(Data entries)
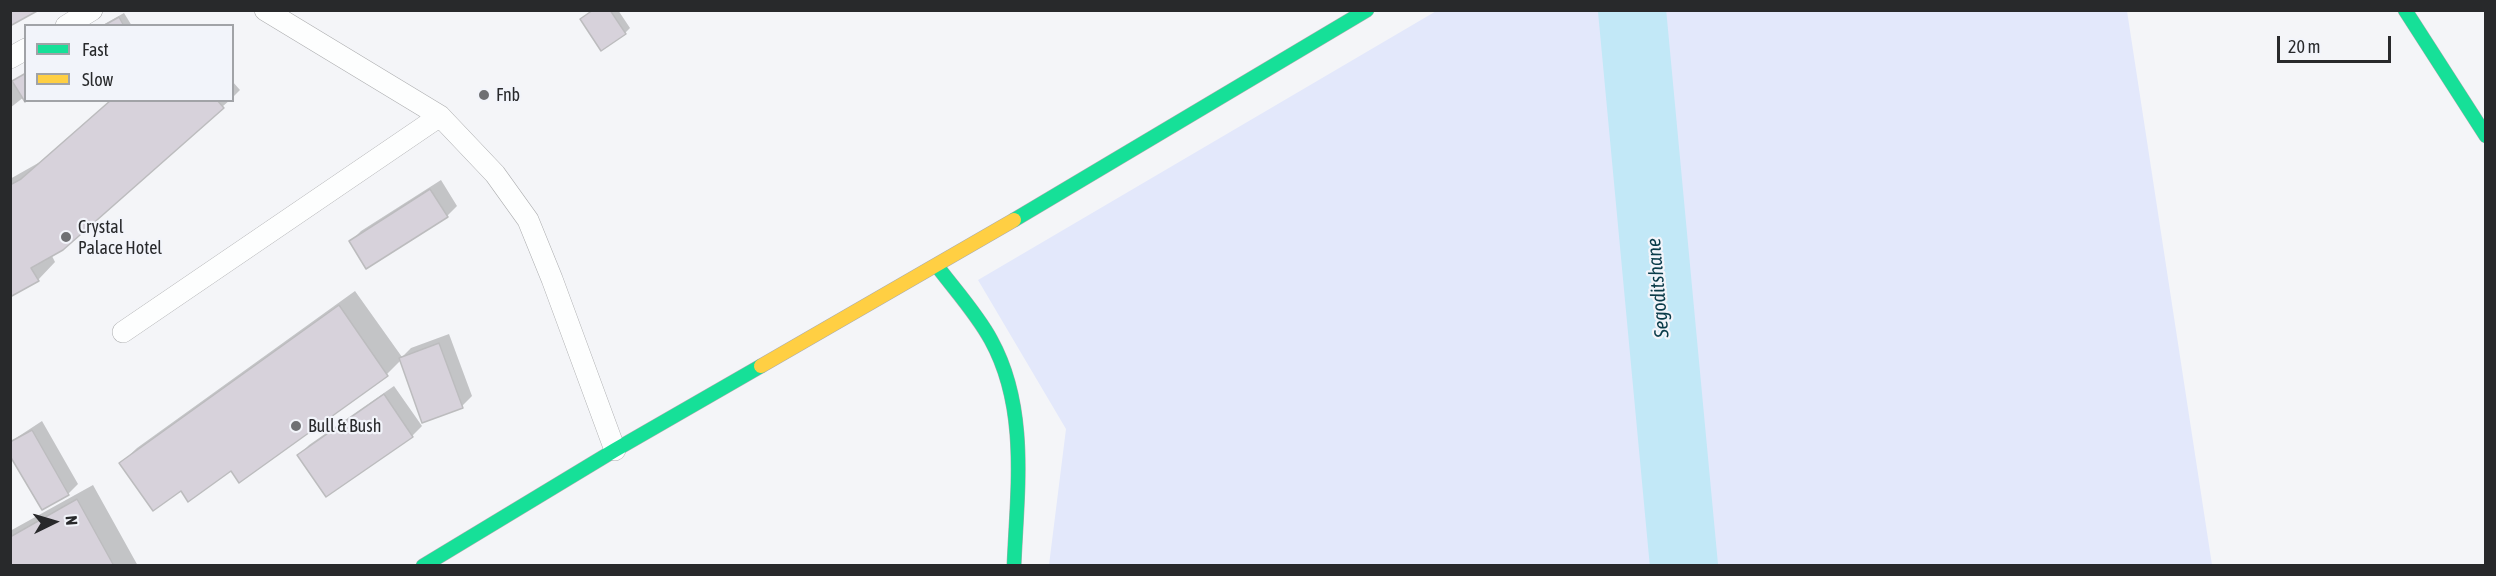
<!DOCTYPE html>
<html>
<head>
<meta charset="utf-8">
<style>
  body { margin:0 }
  #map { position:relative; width:2496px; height:576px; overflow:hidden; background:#f4f5f8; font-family:"Asap Condensed",sans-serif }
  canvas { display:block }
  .frame { position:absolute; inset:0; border:12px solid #28292b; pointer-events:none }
  .legend { position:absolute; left:24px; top:24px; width:210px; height:78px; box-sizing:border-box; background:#f2f4fa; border:2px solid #a1a3a7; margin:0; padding:8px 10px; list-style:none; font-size:18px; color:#28292b }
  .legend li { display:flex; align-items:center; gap:12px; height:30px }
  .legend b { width:30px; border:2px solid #a1a3a7 }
  .north { position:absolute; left:24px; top:492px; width:60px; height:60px; -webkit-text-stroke:4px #f2f4fa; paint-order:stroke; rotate:85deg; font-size:16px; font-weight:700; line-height:24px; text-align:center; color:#28292b }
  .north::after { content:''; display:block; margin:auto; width:21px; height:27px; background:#28292b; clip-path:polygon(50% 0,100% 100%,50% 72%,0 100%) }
  .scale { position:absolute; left:2277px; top:36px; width:114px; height:27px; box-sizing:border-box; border:3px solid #28292b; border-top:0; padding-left:8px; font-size:18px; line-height:21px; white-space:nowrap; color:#28292b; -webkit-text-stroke:4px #f2f4fa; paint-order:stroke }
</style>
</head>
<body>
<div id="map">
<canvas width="2496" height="576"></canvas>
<div class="frame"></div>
<ul class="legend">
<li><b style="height:8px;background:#16e098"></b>Fast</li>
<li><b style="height:8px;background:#ffcf43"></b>Slow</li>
</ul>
<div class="north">N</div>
<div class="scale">20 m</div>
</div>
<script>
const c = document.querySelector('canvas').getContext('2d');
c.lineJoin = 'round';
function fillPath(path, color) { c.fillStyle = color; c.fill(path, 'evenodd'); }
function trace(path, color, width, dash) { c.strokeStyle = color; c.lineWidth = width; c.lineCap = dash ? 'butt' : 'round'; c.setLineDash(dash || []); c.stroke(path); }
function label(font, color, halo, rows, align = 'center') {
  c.font = font + ' "Asap Condensed",sans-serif'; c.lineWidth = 4.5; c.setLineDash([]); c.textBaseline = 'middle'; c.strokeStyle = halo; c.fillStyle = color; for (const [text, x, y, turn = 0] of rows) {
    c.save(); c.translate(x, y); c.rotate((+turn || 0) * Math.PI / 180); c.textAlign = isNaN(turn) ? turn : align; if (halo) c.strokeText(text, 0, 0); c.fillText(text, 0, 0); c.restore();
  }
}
const green = new Path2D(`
  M 1438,10 L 2127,11 L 2212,565 L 1049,565 L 1066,429 L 978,280 Z`);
const shadow = new Path2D(`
  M 593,10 L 618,10 L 630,28 L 625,33 Z
  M 124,13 L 132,26 L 101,26 Z
  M 26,72 L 26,100 L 24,97 L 10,108 L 10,79 L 13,83 Z
  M 232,81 L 240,90 L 232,98 Z
  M 111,100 L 230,100 L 51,254 L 55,262 L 38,280 L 10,296 L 10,179 L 40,162 Z
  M 441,180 L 457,206 L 447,216 L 351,241 L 361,231 Z
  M 355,291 L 402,357 L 411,348 L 449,334 L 472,396 L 462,406 L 401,360 L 387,374 L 239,481 L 231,469 L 181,488 L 121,463 L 137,448 Z
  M 394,386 L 422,426 L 412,436 L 299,455 L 309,445 Z
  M 42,421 L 78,484 L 69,493 L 43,508 L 10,453 L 10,442 Z
  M 93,485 L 138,566 L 10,566 L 10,531 Z`);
const river = new Path2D(`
  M 1632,10 L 1684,566`);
const building = new Path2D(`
  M 10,10 L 39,10 L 10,26 Z
  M 593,10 L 610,10 L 626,34 L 601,51 L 580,19 Z
  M 119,17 L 124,26 L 103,26 Z
  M 26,73 L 26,100 L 28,100 L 25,102 L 12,81 Z
  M 111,100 L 217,100 L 224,108 L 63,250 L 31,268 L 39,281 L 10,297 L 10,185 L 21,179 Z
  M 430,189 L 448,217 L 366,269 L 349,241 Z
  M 339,305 L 388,376 L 239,483 L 231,471 L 188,502 L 181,491 L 153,511 L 119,463 Z
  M 439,343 L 463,408 L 422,423 L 399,358 Z
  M 384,394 L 413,437 L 326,497 L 297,455 Z
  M 32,430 L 69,495 L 42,510 L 10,456 L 10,442 Z
  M 77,499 L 114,566 L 10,566 L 10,537 Z`);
const lane = new Path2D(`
  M 265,10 L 440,116 L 495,174 L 528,220 L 552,279 L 615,450
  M 66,26 L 92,10
  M 10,58 L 26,49
  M 123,332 L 440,116`);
const fast = new Path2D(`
  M 2405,10 L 2486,136
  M 1014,220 L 1367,10
  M 937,266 C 955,290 977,314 991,340 C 1029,409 1017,491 1014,566
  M 423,566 L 615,450 L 761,366`);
const slow = new Path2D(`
  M 761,366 L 1014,220`);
const markers = [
  [484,95,6,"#6f7073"],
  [66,237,6,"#6f7073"],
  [296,426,6,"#6f7073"]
];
const poiNames = [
  ["Fnb",496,95],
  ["Crystal",78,227],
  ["Palace Hotel",78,248],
  ["Bull & Bush",308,426]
];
const waterNames = [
  ["Segoditshane",1658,288,-95]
];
fillPath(green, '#e3e8fb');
fillPath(shadow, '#0003');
trace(river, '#c2e8f7', 68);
fillPath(building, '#d7d2db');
trace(building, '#bcbcbe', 1.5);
trace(lane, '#abacae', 22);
trace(fast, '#abacae', 15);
trace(slow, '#abacae', 15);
trace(lane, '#fdfefe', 21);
trace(fast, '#16e098', 14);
trace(slow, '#ffcf43', 14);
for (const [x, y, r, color] of markers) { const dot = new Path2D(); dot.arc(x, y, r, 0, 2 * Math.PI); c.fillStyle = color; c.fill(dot); trace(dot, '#f2f4fa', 2); }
label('18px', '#28292b', '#f2f4fa', poiNames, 'left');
label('italic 20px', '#0a3b49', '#f2f4fa', waterNames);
</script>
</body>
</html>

- Problem
Beginning at the line with "c.font = font" and stopping after the line with "M 111,100 L 230,100", please write out every line of the data above exactly and nothing else.

- Task solution
  c.font = font + ' "Asap Condensed",sans-serif'; c.lineWidth = 4.5; c.setLineDash([]); c.textBaseline = 'middle'; c.strokeStyle = halo; c.fillStyle = color; for (const [text, x, y, turn = 0] of rows) {
    c.save(); c.translate(x, y); c.rotate((+turn || 0) * Math.PI / 180); c.textAlign = isNaN(turn) ? turn : align; if (halo) c.strokeText(text, 0, 0); c.fillText(text, 0, 0); c.restore();
  }
}
const green = new Path2D(`
  M 1438,10 L 2127,11 L 2212,565 L 1049,565 L 1066,429 L 978,280 Z`);
const shadow = new Path2D(`
  M 593,10 L 618,10 L 630,28 L 625,33 Z
  M 124,13 L 132,26 L 101,26 Z
  M 26,72 L 26,100 L 24,97 L 10,108 L 10,79 L 13,83 Z
  M 232,81 L 240,90 L 232,98 Z
  M 111,100 L 230,100 L 51,254 L 55,262 L 38,280 L 10,296 L 10,179 L 40,162 Z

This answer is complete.